Now that you know what causes an early demise of sneakers and tennis shoes, know to air-dry your sneakers (typically, it takes about 24 hours), you can stop blaming the manufacturer.
All bras have some spandex and elastic, which are synthetic products made to stretch and provide shape and comfort. Other lingerie items with the same type of fabric content as well. Heat is the enemy of stretchy things.
If you want your bras and other lingerie items to enjoy a long lifespan, maintaining their original shape and loveliness right to the very end, never put them through the clothes dryer.

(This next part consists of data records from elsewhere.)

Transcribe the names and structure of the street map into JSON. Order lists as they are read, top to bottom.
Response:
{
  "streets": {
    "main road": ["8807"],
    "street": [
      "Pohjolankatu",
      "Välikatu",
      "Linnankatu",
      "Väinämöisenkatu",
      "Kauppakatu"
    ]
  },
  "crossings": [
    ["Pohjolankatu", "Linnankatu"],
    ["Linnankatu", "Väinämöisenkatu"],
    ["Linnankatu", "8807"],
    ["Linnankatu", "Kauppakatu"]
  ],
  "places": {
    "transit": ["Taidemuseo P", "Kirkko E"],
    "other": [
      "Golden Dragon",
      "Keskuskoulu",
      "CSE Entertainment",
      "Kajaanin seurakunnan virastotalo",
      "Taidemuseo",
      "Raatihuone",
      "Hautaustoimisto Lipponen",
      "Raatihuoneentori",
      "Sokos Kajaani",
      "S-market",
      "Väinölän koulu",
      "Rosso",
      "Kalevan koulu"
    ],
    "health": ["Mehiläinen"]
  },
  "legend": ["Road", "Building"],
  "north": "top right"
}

Instead, wash bras and lingerie using good mesh zippered lingerie bags, then air dry.
This routine will make all the difference and give you the kind of results and longevity you paid for.
Reusable Fabric Bags
Backpacks, lunch bags, fabric tote bags, and reusable grocery bags need to be cleaned frequently—especially if used to carry them for food items that are likely to leak onto the fabric.
More than likely, your washable bags will do nicely in the washing machine, provided you make sure your cycle settings for water temperature and so forth are compatible with the bags’ type of fabric. However, putting fabric bags through the clothes dryer is just asking for trouble. Plan on them shrinking at the least and falling apart at the most.
A much better idea is to allow bags, packs, and totes to air dry. To avoid wrinkles and for the best results, lay bags out on a flat surface so you can reshape them. As for backpacks, stuff them with wadded-up newspaper or clean, dry bath towels to return them to their original shape as they air dry.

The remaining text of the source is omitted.